WHAT IS REQUIRED: The answer must reproduce every record exactly, with all pictures omitted.

** Opening GIVEN RECORDS block **

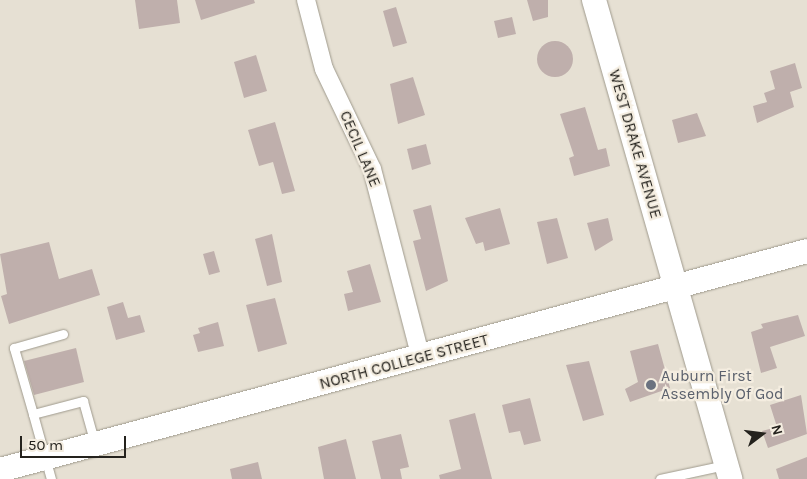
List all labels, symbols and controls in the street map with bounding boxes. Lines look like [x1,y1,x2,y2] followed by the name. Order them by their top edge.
[605,67,665,221] street label: WEST DRAKE AVENUE
[335,108,385,190] street label: CECIL LANE
[317,330,491,394] street label: NORTH COLLEGE STREET
[661,366,784,404] place label: Auburn First Assembly Of God
[645,379,657,391] marker: Auburn First Assembly Of God
[737,409,787,459] north arrow
[767,423,786,437] text: N
[22,426,129,458] scale bar
[28,436,63,454] text: 50 m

** Closing GIVEN RECORDS block **

WRITTEN REPLY:
List all labels, symbols and controls in the street map with bounding boxes. Lines look like [x1,y1,x2,y2] followed by the name. Order them by their top edge.
[605,67,665,221] street label: WEST DRAKE AVENUE
[335,108,385,190] street label: CECIL LANE
[317,330,491,394] street label: NORTH COLLEGE STREET
[661,366,784,404] place label: Auburn First Assembly Of God
[645,379,657,391] marker: Auburn First Assembly Of God
[737,409,787,459] north arrow
[767,423,786,437] text: N
[22,426,129,458] scale bar
[28,436,63,454] text: 50 m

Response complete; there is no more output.